PROBLEM DESCRIPTION
With the line containing "0 #c2bbae) drop-shadow(-2px" as the final line, restate exactly every line of the data below from the first one onward, and copy no pictures.

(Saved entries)
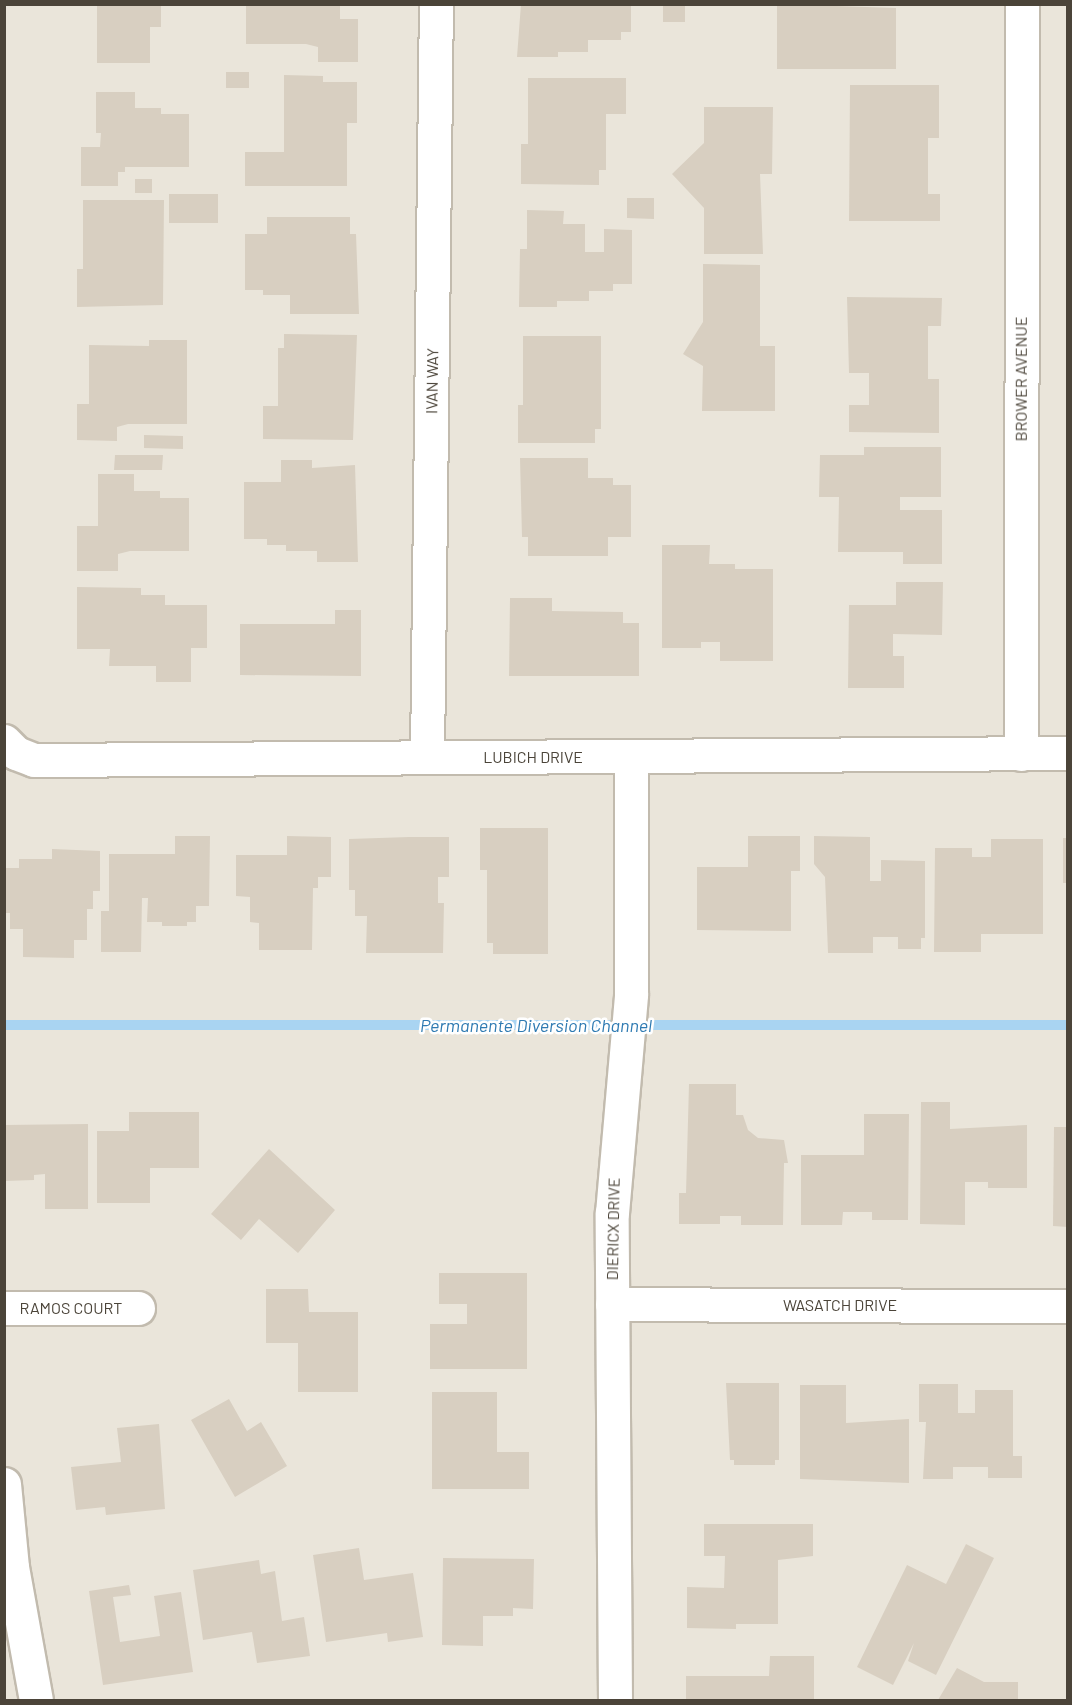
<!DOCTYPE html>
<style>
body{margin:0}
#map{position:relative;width:1072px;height:1705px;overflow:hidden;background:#f6f3ec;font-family:Barlow,sans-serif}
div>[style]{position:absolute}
.residential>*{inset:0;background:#eae5da}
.stream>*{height:10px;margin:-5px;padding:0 5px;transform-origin:5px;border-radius:5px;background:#a9d4f2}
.building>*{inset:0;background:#d8cfc1}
.roads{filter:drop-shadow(2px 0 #c2bbae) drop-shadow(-2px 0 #c2bbae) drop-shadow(0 2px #c2bbae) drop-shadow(0 -2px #c2bbae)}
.minor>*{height:33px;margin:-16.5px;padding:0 16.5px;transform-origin:16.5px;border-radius:16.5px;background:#fff}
span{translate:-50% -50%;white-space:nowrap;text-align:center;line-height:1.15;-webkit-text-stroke:5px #fff;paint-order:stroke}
.street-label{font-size:16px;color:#4b4439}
.water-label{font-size:18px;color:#2e7ab2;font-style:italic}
.frame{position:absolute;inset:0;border:6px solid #4b4439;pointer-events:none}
</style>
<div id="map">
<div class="residential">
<div style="clip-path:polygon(5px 5px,1067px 5px,1067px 1700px,5px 1700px)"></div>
</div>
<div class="stream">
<div style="left:4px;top:1025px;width:1064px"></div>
</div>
<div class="building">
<div style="clip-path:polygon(97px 4px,161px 4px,161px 27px,150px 27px,150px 63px,97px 63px)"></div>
<div style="clip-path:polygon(246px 4px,340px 4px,340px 19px,358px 19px,358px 62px,318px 62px,318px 47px,306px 44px,246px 44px)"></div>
<div style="clip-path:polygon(521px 4px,631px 4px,631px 32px,621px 32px,621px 40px,588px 40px,588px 52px,558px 52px,558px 57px,517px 57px)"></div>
<div style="clip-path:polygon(663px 4px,685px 4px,685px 22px,663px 22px)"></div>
<div style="clip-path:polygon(777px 4px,896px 8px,896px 69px,777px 69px)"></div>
<div style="clip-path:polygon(226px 72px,249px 72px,249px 88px,226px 88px)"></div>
<div style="clip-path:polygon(284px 75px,323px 76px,323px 82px,357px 82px,357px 123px,347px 123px,347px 186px,245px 186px,245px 152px,284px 152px)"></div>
<div style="clip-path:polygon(528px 78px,626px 78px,626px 114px,606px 114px,606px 170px,599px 170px,599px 185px,521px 184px,521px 144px,528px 144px)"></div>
<div style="clip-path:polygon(850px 85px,939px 85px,939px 138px,928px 138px,928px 194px,940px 194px,940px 221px,849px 221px)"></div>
<div style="clip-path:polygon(96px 92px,135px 92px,135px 108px,161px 108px,161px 114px,189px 114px,189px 167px,125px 167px,125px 172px,118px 172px,118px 186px,81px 186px,81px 147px,100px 147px,101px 133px,96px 133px)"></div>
<div style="clip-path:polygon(704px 107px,773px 107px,772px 174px,760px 174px,763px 254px,704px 254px,704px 208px,672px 174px,704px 143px)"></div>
<div style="clip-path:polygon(135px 179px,152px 179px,152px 193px,135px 193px)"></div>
<div style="clip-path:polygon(169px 194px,218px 194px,218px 223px,169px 223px)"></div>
<div style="clip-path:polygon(627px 198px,654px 198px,654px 219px,627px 218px)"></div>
<div style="clip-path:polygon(83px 200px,164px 200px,163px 305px,77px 307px,77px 269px,83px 269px)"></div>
<div style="clip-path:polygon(527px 210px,564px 211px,563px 224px,585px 224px,585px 252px,604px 252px,604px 229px,632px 230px,632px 284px,613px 284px,613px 291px,589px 291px,589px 301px,557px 301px,557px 307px,519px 307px,520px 249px,527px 249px)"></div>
<div style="clip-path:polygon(267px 217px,350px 217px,350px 234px,356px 234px,359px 314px,290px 314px,290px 295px,263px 295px,263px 290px,245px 290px,245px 234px,267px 234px)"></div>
<div style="clip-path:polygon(703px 264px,760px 265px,760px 346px,775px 346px,775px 411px,702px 411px,703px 366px,683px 354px,703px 322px)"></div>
<div style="clip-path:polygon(847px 297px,942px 298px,941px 326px,928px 326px,928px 379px,939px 379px,939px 433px,849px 432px,849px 405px,869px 405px,869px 373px,849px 373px)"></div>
<div style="clip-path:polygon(284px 334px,357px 335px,353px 440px,263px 439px,263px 406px,278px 406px,278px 348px,284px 348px)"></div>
<div style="clip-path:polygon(523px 336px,601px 336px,601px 429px,595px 429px,595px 443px,518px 443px,518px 405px,523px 405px)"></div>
<div style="clip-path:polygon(149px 340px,187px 340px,187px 424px,128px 424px,117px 427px,117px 441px,77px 440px,77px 404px,89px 404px,89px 345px,149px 346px)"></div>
<div style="clip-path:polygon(144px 435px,183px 436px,183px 449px,144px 448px)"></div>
<div style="clip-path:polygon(864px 447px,941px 447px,941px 497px,900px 497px,900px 510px,942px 510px,942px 564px,903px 564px,903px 552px,838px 552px,839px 497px,819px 497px,820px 455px,864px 455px)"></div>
<div style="clip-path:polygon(115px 455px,163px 455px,162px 470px,114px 470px)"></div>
<div style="clip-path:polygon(520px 458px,588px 458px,588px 478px,613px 478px,613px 485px,631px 485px,631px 537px,608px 537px,608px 556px,528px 556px,528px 537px,522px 537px)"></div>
<div style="clip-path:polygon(281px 460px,312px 460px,312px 468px,355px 465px,358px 562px,317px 562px,317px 551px,286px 551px,286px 545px,267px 545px,267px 539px,244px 539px,244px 482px,281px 482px)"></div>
<div style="clip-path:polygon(98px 474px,134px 474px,134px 491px,160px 491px,160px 498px,189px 498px,189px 551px,130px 551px,118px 554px,118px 571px,77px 571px,77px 526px,98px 526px)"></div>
<div style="clip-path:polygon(662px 545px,710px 545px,709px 564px,735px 564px,735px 569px,773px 569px,773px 661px,720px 661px,720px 642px,701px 642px,701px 648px,662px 648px)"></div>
<div style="clip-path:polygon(896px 582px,943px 582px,942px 635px,893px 634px,893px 656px,904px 656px,904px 688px,848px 688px,849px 605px,896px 605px)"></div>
<div style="clip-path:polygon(77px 587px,141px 588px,141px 595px,165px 595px,165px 605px,207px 605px,207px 648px,191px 648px,191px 682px,156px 682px,156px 666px,109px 666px,110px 649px,77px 649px)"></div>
<div style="clip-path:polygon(510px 598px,552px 598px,552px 611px,623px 612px,623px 623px,639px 623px,639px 676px,509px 676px)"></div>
<div style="clip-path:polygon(335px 610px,361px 610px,361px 676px,240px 675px,240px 624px,335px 624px)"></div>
<div style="clip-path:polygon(480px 828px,548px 828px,548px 954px,493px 954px,493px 943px,487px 943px,487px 870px,480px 870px)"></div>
<div style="clip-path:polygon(175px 836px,210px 836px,209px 906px,196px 906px,196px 922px,187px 922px,187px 926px,162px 926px,162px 922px,147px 922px,148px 898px,142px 898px,141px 952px,101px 952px,101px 911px,109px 911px,109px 854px,175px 854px)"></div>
<div style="clip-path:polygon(287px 836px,331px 837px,331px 877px,318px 877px,318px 888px,313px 888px,312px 950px,259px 950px,259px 923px,250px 922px,250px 897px,236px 896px,236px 855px,287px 855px)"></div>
<div style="clip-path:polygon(748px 836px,800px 836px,800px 871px,791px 871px,791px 931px,697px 930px,697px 867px,748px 867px)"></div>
<div style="clip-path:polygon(814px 836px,870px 837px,870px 881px,881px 881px,881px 860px,925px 861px,925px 938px,921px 938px,921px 949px,898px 949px,898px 937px,873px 937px,873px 953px,828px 953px,825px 877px,814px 864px)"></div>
<div style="clip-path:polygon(409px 837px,449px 837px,449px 877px,438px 877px,438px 903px,444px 903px,443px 953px,366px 953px,367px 916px,355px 916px,355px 890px,349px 890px,349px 839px)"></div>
<div style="clip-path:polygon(1063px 838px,1068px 838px,1068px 883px,1063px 883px)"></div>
<div style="clip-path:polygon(991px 839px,1043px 839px,1043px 934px,981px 934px,981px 952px,934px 952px,935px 848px,972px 848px,972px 857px,991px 857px)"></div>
<div style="clip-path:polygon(52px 849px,100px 851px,100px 891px,93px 891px,93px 909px,87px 909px,87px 940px,74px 940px,74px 958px,23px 957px,23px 929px,10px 929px,10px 913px,4px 913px,4px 868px,19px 868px,19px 859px,52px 859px)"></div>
<div style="clip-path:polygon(689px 1084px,736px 1084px,736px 1115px,743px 1115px,748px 1130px,758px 1138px,784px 1140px,788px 1163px,784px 1163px,783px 1225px,741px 1225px,741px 1216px,720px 1216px,720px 1224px,679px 1224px,679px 1193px,686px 1193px)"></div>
<div style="clip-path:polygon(921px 1102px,950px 1102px,950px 1129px,1027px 1125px,1027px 1188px,988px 1188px,988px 1182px,965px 1182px,965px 1225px,920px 1224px)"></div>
<div style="clip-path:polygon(129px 1112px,199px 1112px,199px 1168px,150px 1168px,150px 1203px,97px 1203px,97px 1131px,129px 1131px)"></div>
<div style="clip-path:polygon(864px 1114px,909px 1114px,908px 1220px,872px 1220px,872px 1212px,843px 1212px,842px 1225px,801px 1225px,801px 1155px,864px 1155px)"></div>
<div style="clip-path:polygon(88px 1124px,88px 1209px,45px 1209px,45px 1174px,34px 1175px,34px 1180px,4px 1181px,4px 1125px)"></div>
<div style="clip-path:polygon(1054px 1127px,1068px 1127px,1068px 1227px,1053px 1226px)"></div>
<div style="clip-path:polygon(269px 1149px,335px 1210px,298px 1253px,259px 1219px,241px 1240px,211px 1214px)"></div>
<div style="clip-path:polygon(439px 1273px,527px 1273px,527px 1369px,430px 1369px,430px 1324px,467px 1324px,467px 1304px,439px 1304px)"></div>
<div style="clip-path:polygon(266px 1289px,308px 1289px,309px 1312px,358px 1312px,358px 1392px,298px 1392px,298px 1343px,266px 1343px)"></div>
<div style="clip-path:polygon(726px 1383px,779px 1383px,779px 1460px,775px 1460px,775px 1465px,734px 1465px,734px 1460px,730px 1460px)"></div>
<div style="clip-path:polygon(919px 1384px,958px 1384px,958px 1413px,975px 1413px,975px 1390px,1013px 1390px,1013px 1456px,1022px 1456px,1022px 1478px,988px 1478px,988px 1467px,953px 1467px,953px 1479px,923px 1479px,926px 1422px,919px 1422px)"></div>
<div style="clip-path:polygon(800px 1385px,846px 1385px,846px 1423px,909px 1419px,909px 1483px,800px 1479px)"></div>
<div style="clip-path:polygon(432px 1392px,497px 1392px,497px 1452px,529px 1452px,529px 1489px,432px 1489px)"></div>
<div style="clip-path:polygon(229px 1399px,247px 1431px,261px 1422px,287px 1466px,235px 1497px,191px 1420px)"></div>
<div style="clip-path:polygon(159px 1424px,165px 1509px,106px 1515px,105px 1507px,76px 1510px,71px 1467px,121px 1462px,117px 1428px)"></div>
<div style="clip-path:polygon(704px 1524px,813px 1524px,813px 1556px,778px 1560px,778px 1624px,736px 1624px,736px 1629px,687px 1628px,687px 1587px,724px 1588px,725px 1556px,704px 1556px)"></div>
<div style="clip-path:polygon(966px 1544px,994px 1558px,936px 1675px,908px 1661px,914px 1643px,893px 1685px,857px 1667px,907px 1565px,946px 1584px)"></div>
<div style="clip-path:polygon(359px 1548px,364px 1580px,413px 1573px,423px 1637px,388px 1642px,387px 1633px,326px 1642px,313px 1555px)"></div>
<div style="clip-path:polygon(443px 1558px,534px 1559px,533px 1609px,513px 1608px,513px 1616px,483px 1616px,483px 1646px,442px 1645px)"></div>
<div style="clip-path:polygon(259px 1560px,261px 1574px,275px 1571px,282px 1621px,304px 1617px,310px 1656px,257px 1663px,252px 1632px,203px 1640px,193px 1570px)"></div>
<div style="clip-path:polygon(129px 1585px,131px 1595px,113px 1597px,120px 1642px,160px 1636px,154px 1596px,181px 1592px,193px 1672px,103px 1685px,89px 1591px)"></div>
<div style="clip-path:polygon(770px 1656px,814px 1656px,814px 1700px,686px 1700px,686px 1676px,769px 1676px)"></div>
<div style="clip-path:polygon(957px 1668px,984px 1682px,1018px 1682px,1018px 1700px,938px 1700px)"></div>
</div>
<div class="roads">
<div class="minor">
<div style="left:4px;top:741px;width:17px;rotate:45deg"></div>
<div style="left:16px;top:753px;width:19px;rotate:21deg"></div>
<div style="left:34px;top:760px;width:1034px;rotate:-0.39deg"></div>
<div style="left:1021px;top:754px;width:750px;rotate:-89.92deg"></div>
<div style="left:427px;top:757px;width:753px;rotate:-89.32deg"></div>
<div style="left:612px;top:1304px;width:456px;rotate:0.3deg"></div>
<div style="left:4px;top:1308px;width:134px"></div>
<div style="left:4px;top:1484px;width:83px;rotate:84.5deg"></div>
<div style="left:12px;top:1567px;width:135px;rotate:79.8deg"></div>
<div style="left:615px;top:1700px;width:487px;rotate:-90.4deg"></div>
<div style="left:612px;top:1213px;width:220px;rotate:-85deg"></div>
<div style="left:631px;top:994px;width:237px;rotate:-90deg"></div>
</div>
</div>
<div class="street-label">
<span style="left:1021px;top:379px;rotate:-90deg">BROWER AVENUE</span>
<span style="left:432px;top:381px;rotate:-89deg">IVAN WAY</span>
<span style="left:533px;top:757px">LUBICH DRIVE</span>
<span style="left:613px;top:1229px;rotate:-89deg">DIERICX DRIVE</span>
<span style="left:840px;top:1305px">WASATCH DRIVE</span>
<span style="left:71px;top:1308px">RAMOS COURT</span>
</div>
<div class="water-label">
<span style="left:536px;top:1025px">Permanente Diversion Channel</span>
</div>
<div class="frame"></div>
</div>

SOLUTION BELOW
<!DOCTYPE html>
<style>
body{margin:0}
#map{position:relative;width:1072px;height:1705px;overflow:hidden;background:#f6f3ec;font-family:Barlow,sans-serif}
div>[style]{position:absolute}
.residential>*{inset:0;background:#eae5da}
.stream>*{height:10px;margin:-5px;padding:0 5px;transform-origin:5px;border-radius:5px;background:#a9d4f2}
.building>*{inset:0;background:#d8cfc1}
.roads{filter:drop-shadow(2px 0 #c2bbae) drop-shadow(-2px 0 #c2bbae) drop-shadow(0 2px #c2bbae) drop-shadow(0 -2px #c2bbae)}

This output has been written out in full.